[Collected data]
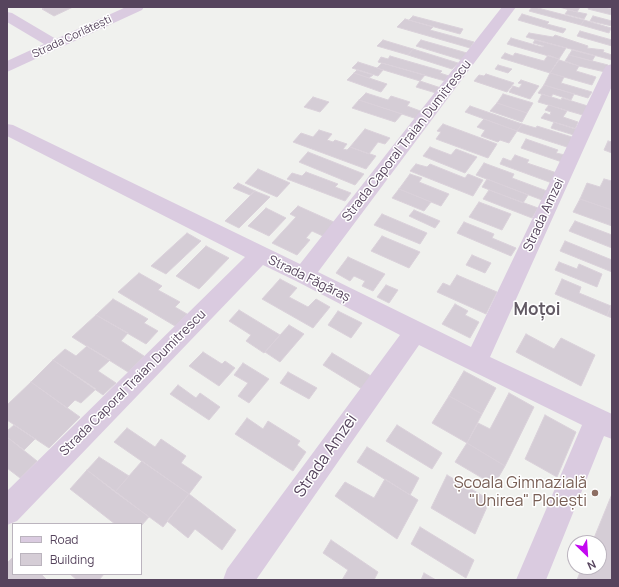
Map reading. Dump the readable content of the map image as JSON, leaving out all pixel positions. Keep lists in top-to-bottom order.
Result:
{
  "streets": {
    "street": [
      "Strada Corlătești",
      "Strada Caporal Traian Dumitrescu",
      "Strada Amzei",
      "Strada Făgăraș"
    ]
  },
  "crossings": [
    ["Strada Caporal Traian Dumitrescu", "Strada Făgăraș"],
    ["Strada Amzei", "Strada Făgăraș"]
  ],
  "districts": ["Moțoi"],
  "places": ["Școala Gimnazială \"Unirea\" Ploiești"],
  "legend": ["Road", "Building"],
  "north": "bottom right"
}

**Directions for this task:**
Pictures aside, return all the entries above exactly.

**Result for this task:**
Map reading. Dump the readable content of the map image as JSON, leaving out all pixel positions. Keep lists in top-to-bottom order.
Result:
{
  "streets": {
    "street": [
      "Strada Corlătești",
      "Strada Caporal Traian Dumitrescu",
      "Strada Amzei",
      "Strada Făgăraș"
    ]
  },
  "crossings": [
    ["Strada Caporal Traian Dumitrescu", "Strada Făgăraș"],
    ["Strada Amzei", "Strada Făgăraș"]
  ],
  "districts": ["Moțoi"],
  "places": ["Școala Gimnazială \"Unirea\" Ploiești"],
  "legend": ["Road", "Building"],
  "north": "bottom right"
}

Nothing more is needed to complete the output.